Immune escape of tumors in vivo by expression of cellular FLICE-inhibitory protein.

The antiapoptotic protein cellular FLICE (Fas- associated death domain-like IL-1beta-converting enzyme) inhibitory protein ( cFLIP) protects cells from CD95(APO-1/Fas)-induced apoptosis in vitro and was found to be overexpressed in human melanomas. However, cytotoxic T cell-induced apoptosis, which is critically involved in tumor control in vivo, is not inhibited by cFLIP in vitro, as only CD95- and not perforin-dependent lysis is affected.

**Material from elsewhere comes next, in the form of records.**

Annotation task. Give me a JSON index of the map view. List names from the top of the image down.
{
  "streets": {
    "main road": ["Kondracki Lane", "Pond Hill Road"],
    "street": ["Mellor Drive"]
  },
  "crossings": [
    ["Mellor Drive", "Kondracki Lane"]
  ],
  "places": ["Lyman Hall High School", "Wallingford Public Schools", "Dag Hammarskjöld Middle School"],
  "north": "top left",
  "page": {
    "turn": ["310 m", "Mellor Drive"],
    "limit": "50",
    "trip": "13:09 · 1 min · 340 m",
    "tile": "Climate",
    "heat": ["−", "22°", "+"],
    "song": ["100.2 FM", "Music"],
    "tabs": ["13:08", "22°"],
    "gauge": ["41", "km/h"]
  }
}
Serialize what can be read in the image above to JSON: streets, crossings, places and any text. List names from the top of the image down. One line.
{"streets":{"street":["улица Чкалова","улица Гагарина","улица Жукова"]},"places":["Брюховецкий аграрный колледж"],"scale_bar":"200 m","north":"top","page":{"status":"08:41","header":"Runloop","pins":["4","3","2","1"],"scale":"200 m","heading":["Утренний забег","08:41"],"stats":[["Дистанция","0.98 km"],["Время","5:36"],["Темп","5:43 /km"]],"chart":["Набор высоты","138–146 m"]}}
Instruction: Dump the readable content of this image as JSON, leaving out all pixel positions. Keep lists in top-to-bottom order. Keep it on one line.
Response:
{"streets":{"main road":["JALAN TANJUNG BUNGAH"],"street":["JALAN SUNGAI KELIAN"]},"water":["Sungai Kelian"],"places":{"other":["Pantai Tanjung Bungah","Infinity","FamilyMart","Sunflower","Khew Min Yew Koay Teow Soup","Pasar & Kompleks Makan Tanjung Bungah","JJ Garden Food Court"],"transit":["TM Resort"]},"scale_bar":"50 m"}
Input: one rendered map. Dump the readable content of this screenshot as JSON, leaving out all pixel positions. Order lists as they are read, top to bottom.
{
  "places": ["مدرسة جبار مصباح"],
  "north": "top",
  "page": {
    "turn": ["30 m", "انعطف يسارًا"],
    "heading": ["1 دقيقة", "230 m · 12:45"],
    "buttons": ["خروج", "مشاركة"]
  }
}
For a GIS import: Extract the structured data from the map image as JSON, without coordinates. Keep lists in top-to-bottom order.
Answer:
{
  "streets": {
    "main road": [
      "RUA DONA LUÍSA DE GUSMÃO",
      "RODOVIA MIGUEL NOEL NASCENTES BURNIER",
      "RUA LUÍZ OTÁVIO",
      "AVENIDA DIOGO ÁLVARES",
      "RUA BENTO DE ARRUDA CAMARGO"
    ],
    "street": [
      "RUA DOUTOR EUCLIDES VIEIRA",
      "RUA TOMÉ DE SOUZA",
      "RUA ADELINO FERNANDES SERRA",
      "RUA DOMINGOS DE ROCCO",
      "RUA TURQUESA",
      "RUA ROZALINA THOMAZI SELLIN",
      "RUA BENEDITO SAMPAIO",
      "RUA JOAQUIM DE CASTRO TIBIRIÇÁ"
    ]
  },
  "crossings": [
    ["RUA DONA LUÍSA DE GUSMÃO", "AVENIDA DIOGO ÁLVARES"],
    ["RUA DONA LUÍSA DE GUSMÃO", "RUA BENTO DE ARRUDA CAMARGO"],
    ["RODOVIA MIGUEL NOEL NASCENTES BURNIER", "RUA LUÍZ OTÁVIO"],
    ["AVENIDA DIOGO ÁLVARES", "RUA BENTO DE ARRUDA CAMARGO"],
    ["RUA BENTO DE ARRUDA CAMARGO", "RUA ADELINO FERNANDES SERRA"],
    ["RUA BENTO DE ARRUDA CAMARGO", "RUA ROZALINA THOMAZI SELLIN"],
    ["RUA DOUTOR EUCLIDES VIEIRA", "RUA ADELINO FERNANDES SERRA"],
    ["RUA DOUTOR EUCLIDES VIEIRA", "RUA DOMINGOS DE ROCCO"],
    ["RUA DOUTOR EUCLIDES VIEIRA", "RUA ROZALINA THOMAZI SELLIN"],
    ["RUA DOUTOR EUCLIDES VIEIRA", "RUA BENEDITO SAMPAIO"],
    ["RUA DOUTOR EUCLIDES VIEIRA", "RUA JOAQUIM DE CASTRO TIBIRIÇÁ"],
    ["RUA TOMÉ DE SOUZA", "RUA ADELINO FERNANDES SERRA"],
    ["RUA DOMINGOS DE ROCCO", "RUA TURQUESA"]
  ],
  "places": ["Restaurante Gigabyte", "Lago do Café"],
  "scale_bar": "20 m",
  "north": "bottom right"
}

This calls into question whether cFLIP is sufficient to allow escape from T cell-dependent immunity. Using two murine tumors, we directly demonstrate that cFLIP does result in escape from T cell immunity in vivo. Moreover, tumor cells are selected in vivo for elevated cFLIP expression. Therefore, our data indicate that CD95-dependent apoptosis constitutes a more prominent mechanism for tumor clearance than has so far been anticipated and that blockade of this pathway can result in tumor escape even when the perforin pathway is operational.[1]

References

  1. Immune escape of tumors in vivo by expression of cellular FLICE-inhibitory protein. Medema, J.P., de Jong, J., van Hall, T., Melief, C.J., Offringa, R. J. Exp. Med. (1999) [Pubmed]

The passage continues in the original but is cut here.